• Jour 1, 05/06

    Jour 1, 05/06  - Chaque jour sont les même. Le soleil se lève pour se coucher, les heures passe pour se renouveler… Les gens vivent en suivant, absurde, des règles fixes, notant à l’anormalité toute personne exerçant des actions allant à l’encontre de leur principe.
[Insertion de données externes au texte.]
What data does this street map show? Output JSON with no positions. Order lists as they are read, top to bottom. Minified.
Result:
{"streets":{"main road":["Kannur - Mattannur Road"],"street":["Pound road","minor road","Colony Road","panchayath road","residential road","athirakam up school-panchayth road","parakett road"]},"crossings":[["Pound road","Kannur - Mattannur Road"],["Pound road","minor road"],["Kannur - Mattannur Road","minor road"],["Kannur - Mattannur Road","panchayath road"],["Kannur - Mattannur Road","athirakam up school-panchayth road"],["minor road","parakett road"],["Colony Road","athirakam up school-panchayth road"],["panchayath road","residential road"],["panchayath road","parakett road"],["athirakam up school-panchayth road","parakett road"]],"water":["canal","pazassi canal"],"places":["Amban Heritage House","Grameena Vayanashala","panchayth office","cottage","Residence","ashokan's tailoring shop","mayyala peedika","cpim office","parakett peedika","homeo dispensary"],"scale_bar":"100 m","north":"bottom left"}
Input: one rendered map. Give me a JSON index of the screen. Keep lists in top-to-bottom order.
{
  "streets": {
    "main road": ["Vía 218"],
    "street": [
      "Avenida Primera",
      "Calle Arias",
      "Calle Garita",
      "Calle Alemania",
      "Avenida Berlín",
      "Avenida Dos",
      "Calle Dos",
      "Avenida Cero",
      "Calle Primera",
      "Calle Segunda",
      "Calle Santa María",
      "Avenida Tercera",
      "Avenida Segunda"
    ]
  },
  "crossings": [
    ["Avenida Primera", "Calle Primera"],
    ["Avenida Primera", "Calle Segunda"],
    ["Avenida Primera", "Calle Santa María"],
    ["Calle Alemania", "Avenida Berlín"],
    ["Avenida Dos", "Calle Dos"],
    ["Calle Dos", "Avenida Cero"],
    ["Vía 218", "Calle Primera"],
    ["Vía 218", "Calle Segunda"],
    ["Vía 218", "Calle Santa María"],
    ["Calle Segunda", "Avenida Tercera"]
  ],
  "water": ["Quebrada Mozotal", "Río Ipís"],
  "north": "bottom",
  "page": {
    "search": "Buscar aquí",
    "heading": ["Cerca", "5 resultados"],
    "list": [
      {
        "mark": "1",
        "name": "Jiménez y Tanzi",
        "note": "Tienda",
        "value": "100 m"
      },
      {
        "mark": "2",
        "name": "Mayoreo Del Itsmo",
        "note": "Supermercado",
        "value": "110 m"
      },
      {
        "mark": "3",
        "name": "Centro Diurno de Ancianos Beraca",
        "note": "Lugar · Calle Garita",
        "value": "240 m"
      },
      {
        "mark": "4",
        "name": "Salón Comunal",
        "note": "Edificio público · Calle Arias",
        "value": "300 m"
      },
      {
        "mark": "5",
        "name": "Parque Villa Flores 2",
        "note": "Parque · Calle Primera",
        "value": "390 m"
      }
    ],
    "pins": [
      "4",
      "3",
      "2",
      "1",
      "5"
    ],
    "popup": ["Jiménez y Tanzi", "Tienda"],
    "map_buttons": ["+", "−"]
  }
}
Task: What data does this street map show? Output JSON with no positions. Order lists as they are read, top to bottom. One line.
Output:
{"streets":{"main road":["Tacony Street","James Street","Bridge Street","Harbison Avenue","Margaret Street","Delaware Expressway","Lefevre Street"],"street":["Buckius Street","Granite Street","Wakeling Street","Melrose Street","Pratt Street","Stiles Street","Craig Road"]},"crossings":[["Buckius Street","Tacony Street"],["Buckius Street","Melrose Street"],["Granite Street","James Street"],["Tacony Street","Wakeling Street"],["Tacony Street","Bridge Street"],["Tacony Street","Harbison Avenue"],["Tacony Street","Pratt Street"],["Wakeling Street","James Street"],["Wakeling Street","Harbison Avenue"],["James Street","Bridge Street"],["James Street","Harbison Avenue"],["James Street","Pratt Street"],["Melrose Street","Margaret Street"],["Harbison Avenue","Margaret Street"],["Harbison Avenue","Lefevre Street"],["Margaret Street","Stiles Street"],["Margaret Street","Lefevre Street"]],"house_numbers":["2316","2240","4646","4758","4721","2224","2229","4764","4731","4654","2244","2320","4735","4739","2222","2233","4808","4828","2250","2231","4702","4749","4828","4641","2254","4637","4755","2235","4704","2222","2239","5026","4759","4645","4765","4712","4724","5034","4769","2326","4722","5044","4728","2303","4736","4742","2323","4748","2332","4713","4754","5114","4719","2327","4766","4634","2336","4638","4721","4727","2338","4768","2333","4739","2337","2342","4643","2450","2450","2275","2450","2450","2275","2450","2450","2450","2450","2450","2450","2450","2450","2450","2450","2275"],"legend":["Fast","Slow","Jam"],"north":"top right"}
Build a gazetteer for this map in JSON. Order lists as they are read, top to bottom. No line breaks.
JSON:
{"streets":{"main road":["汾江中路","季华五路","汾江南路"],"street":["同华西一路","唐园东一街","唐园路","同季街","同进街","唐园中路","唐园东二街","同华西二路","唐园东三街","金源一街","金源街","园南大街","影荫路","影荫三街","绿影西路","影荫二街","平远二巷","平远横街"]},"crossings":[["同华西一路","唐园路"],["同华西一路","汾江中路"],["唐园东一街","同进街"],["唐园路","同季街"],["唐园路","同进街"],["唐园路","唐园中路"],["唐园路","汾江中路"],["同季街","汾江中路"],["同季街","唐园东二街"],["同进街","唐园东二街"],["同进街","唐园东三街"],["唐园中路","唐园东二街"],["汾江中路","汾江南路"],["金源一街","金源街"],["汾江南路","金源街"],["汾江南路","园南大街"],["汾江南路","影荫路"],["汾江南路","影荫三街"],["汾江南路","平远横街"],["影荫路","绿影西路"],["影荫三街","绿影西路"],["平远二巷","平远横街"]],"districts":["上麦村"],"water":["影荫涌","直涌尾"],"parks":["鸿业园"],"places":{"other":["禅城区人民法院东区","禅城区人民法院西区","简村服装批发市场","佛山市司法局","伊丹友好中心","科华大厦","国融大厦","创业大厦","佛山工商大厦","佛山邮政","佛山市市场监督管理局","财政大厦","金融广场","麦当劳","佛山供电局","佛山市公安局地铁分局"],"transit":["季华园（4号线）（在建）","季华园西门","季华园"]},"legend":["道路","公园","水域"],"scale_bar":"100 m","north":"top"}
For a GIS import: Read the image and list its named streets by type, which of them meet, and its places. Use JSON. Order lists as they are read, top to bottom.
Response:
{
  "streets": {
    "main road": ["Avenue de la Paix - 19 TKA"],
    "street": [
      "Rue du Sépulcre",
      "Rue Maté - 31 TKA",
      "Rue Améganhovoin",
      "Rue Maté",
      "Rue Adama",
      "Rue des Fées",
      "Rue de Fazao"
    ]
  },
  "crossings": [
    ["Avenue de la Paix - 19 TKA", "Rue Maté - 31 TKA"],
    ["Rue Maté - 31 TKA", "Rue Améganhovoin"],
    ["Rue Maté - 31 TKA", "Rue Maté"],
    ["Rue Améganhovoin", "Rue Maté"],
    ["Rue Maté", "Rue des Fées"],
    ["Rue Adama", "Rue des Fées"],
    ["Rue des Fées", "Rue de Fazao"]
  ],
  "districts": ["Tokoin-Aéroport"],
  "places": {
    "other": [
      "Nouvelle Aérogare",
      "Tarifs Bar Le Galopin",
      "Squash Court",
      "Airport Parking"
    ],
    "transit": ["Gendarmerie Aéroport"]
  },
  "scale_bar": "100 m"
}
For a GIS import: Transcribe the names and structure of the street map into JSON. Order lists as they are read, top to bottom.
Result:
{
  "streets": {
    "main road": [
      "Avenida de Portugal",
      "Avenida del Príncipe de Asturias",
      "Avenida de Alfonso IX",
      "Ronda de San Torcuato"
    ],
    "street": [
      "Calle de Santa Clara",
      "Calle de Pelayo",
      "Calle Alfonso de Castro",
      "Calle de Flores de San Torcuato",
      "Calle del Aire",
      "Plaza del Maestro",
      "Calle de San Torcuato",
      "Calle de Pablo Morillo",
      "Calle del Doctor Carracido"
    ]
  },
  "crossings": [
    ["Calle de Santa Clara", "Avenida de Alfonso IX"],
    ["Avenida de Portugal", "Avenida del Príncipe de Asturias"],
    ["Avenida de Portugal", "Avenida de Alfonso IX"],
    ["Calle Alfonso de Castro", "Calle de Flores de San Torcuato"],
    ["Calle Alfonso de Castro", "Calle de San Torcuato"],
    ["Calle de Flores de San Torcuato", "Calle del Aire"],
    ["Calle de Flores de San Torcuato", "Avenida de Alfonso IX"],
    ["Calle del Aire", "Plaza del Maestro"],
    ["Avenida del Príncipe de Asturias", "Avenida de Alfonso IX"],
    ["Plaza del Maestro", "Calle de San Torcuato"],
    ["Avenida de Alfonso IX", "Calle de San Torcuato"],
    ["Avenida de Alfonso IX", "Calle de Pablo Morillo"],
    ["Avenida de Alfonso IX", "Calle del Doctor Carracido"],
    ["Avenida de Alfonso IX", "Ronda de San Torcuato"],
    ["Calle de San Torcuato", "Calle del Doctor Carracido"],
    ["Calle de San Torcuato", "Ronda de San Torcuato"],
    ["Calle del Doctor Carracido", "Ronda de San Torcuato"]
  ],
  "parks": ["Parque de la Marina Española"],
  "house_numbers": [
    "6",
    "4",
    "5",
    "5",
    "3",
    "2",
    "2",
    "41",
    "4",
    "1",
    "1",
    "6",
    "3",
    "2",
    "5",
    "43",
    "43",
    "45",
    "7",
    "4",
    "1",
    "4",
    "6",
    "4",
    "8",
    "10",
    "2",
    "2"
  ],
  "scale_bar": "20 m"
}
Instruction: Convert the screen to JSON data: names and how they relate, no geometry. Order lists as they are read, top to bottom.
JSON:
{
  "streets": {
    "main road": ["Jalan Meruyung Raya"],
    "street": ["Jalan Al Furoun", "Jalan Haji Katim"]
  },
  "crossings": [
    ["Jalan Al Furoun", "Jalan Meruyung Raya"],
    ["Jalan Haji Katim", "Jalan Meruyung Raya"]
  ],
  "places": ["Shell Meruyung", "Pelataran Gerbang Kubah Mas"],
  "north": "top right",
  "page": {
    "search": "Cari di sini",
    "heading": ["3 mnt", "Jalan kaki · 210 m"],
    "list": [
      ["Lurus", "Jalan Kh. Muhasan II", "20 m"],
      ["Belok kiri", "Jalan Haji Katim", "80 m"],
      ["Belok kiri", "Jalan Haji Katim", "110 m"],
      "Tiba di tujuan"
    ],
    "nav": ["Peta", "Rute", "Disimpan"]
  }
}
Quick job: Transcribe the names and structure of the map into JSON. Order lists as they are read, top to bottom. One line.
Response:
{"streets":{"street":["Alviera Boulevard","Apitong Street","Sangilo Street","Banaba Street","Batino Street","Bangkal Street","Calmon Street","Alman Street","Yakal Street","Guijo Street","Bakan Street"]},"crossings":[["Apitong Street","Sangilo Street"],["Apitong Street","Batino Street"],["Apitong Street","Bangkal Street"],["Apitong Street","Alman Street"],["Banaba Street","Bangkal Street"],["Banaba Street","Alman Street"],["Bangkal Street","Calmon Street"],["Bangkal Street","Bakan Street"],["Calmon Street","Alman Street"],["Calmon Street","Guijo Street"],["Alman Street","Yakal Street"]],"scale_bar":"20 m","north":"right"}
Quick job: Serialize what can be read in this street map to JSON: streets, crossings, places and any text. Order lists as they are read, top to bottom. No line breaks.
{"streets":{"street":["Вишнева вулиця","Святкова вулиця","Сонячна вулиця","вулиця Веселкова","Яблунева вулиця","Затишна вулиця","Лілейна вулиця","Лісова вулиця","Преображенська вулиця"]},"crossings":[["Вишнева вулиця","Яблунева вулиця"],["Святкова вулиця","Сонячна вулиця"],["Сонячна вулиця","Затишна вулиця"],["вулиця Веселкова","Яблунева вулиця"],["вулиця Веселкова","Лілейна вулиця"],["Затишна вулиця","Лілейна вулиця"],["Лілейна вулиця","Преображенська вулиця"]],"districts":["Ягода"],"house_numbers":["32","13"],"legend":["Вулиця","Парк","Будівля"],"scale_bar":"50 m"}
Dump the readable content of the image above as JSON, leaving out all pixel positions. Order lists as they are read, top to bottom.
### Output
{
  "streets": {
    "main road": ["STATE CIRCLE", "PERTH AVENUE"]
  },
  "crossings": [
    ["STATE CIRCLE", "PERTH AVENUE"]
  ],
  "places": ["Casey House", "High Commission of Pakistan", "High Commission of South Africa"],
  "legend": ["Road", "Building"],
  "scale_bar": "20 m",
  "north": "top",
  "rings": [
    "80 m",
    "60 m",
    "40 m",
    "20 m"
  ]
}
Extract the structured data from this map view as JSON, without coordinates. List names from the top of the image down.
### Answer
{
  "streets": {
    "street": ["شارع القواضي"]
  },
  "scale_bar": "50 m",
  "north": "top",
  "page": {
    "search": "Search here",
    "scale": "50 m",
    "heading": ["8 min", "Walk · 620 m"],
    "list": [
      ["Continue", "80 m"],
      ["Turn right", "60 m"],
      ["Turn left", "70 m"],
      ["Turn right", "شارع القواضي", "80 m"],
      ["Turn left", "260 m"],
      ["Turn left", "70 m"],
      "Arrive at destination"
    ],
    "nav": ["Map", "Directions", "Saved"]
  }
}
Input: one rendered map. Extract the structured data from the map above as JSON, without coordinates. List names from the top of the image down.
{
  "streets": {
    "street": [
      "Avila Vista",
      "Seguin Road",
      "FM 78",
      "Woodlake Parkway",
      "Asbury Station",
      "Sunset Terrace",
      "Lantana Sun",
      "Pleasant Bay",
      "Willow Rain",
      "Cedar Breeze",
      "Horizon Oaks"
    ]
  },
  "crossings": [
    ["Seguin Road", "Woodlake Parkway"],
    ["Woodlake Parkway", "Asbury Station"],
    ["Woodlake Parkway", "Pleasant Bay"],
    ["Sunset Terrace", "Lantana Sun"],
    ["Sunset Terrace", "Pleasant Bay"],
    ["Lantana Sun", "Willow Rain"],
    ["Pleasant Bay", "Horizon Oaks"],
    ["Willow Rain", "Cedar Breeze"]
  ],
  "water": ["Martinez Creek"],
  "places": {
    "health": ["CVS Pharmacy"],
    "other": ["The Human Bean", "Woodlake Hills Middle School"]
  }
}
Pourquoi vivre le jour et non la nuit ? Pourquoi vouloir argent et non biens réels ? Mais l’anormal n’est pas elle-même cette xénophobie ? Tiens, j’ai moi-même usé de ce mot, quelle ironie… Encore une fois, d’autres raisonnements pourrait faire sombrer le mien, peut être plus persuasif, plus dans l’opinion générale donc plus plaisante à entendre… Mais au fond y’a-t-il une once de vérité dans mon raisonnement autant que dans celui d’un autre ? Y-a-t-il déjà une logique à de telles réflexions ? Et des réponses, en existent-t-elles ? Même s’il y en avait, elles seraient surement contredites tout comme le sont chaque philosophie. Une unanimité n’existe pas, elle n’a vérité que lorsque l’étau du nombre de personnes se resserre, pour n’en laisser qu’une dizaine, ou bien moins, souvent.  Existerait-t-elle une chose que tout le monde, en son intégralité et en connaissance de cause, aurait une réponse pareille dans chaque logique ? A mes yeux, c’est l’impossibilité même qui s’impose. Jusqu’à la chose qui nous semblerait le plus normal, quelqu’un le réfutera. Tel est la ce qui anime la différence de tous. De mon point de vue, vous êtes les autres, tandis que du mien, je suis l’unique personne. Je ne peux incarner quelqu’un d’autre. A vos pensées, je suis l’ « autre ». C’est ainsi qu’est fait un monde, et c’est ainsi qu’il me révulse.  Je ne suis pas l’asocial solitaire de service, je suis en revanche l’extravertie aux premiers abords enjouée. Mais même si j’exerce une telle attitude, elle n’a pas forcément de sens à mes yeux. Je vis, parce que les autres en font autant. Je meurs, parce que le temps que l’on chérit alors qu’auteur de notre mort, en veut ainsi.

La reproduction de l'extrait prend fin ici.